EC2 instance installed, apache is running and can see the Test Page for the Apache server

I am following the instructions found on http://calebogden.com/wordpress-on-linux-in-the-amazon-cloud-with-mac (the mac portion was no problem as I have FileZila and PuTTY setup successfully to the instance)

The first step in the instructions call for installing phpMyAdmin -- everything went flawlessly until I went to view I can head over and configure my phpMyAdmin

When going to [MY_SERVER_IP] / phpmyadmin / setup / index.php I am getting a 404 for the page.

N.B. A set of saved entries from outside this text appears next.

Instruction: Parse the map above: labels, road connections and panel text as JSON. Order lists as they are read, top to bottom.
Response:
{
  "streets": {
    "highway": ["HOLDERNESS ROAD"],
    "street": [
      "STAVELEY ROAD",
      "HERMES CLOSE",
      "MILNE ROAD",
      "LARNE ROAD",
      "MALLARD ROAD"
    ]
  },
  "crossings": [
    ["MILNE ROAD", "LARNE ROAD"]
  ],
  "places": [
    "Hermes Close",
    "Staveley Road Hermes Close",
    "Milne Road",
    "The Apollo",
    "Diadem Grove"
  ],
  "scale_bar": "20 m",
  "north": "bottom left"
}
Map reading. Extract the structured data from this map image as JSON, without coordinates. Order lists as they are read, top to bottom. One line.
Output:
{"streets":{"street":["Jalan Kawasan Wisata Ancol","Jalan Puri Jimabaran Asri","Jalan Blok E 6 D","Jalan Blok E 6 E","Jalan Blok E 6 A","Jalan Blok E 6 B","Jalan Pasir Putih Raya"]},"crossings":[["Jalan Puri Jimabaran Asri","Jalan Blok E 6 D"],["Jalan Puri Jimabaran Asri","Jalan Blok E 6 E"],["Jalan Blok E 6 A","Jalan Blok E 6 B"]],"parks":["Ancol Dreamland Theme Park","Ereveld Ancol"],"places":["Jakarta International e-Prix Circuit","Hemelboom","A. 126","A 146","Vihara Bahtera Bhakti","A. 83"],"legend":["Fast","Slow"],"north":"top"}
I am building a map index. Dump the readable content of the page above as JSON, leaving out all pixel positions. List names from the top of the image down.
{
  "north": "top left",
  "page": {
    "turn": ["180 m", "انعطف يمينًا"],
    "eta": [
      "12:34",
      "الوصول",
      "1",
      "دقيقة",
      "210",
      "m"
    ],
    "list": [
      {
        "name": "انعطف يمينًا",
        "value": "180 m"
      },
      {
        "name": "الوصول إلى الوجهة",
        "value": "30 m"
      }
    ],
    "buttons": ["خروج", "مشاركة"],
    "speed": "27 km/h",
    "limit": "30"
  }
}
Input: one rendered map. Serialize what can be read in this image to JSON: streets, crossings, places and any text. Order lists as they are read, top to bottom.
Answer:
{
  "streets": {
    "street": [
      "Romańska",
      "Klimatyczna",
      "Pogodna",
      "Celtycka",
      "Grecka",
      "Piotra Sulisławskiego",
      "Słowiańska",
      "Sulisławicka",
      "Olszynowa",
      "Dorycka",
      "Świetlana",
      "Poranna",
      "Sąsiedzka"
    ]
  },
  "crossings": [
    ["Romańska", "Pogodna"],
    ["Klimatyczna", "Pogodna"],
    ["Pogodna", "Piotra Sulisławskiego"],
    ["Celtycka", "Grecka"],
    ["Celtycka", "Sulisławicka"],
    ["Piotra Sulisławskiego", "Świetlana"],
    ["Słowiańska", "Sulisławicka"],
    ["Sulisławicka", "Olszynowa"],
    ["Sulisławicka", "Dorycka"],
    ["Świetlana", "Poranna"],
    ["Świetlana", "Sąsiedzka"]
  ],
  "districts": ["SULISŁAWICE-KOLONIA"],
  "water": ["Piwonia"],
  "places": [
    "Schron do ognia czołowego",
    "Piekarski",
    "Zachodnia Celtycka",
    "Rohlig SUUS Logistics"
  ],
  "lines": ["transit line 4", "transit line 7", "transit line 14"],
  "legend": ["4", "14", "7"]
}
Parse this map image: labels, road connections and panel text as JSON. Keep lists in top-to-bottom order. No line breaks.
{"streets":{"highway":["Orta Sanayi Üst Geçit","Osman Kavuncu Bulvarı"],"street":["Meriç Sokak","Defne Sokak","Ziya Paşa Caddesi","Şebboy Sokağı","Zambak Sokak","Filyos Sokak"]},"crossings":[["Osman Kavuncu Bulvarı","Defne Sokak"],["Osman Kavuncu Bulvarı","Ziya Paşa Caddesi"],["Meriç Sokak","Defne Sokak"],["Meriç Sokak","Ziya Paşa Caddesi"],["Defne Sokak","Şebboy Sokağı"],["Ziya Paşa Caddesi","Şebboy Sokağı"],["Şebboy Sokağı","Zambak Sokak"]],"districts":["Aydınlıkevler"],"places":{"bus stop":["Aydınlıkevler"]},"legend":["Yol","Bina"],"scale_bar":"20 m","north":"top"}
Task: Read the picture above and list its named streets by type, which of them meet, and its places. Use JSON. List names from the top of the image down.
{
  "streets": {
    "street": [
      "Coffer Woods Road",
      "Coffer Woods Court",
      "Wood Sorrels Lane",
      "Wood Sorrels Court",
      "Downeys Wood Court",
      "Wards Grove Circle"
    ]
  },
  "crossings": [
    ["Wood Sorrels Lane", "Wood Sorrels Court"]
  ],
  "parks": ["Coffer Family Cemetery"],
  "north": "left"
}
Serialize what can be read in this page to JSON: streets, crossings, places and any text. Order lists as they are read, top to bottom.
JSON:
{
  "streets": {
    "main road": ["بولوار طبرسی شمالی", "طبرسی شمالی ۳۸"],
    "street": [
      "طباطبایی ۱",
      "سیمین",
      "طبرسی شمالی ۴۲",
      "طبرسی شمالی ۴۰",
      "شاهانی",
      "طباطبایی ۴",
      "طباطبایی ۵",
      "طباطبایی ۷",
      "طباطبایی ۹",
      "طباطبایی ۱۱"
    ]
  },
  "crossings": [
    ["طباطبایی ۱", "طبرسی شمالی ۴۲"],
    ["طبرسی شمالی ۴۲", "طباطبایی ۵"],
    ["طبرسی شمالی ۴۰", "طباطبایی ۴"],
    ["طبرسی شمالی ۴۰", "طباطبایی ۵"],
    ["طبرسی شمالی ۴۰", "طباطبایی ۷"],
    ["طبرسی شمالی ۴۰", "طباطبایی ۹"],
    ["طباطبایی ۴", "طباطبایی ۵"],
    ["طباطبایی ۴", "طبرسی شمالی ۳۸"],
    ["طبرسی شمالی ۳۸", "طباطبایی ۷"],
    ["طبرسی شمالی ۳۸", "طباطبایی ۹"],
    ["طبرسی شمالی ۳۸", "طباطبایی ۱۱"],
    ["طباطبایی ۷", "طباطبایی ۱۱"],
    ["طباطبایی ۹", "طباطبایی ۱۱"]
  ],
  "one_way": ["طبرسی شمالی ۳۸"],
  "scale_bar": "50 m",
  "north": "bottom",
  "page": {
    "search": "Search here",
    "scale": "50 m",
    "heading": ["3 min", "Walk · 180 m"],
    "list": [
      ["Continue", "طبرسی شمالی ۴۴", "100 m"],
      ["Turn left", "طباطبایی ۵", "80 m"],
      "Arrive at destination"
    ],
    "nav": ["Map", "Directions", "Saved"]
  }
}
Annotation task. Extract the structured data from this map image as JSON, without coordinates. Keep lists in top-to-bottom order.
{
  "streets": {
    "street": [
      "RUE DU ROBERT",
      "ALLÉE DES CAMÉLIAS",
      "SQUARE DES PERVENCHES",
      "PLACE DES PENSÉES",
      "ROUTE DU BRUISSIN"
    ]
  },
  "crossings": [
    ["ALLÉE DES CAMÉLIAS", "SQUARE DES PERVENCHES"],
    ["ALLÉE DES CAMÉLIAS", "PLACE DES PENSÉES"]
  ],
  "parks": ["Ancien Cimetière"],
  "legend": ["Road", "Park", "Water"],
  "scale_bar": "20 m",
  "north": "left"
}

I verified the full path visually within the server, it is legitimate and the index.php file exists on the server.

Tried using both the Public IP (setup through an Elastic IP) as well as the Public DNS without success.

When I go to the Public IP or Public DNS, the Apace test page is available...

Security group has been tested and is setup correctly (otherwise SSH,, FileZila and the Apache test page would not appear, correct?)

What do I look at next to see what is keeping the setup page for phpMyAdmin from appearing?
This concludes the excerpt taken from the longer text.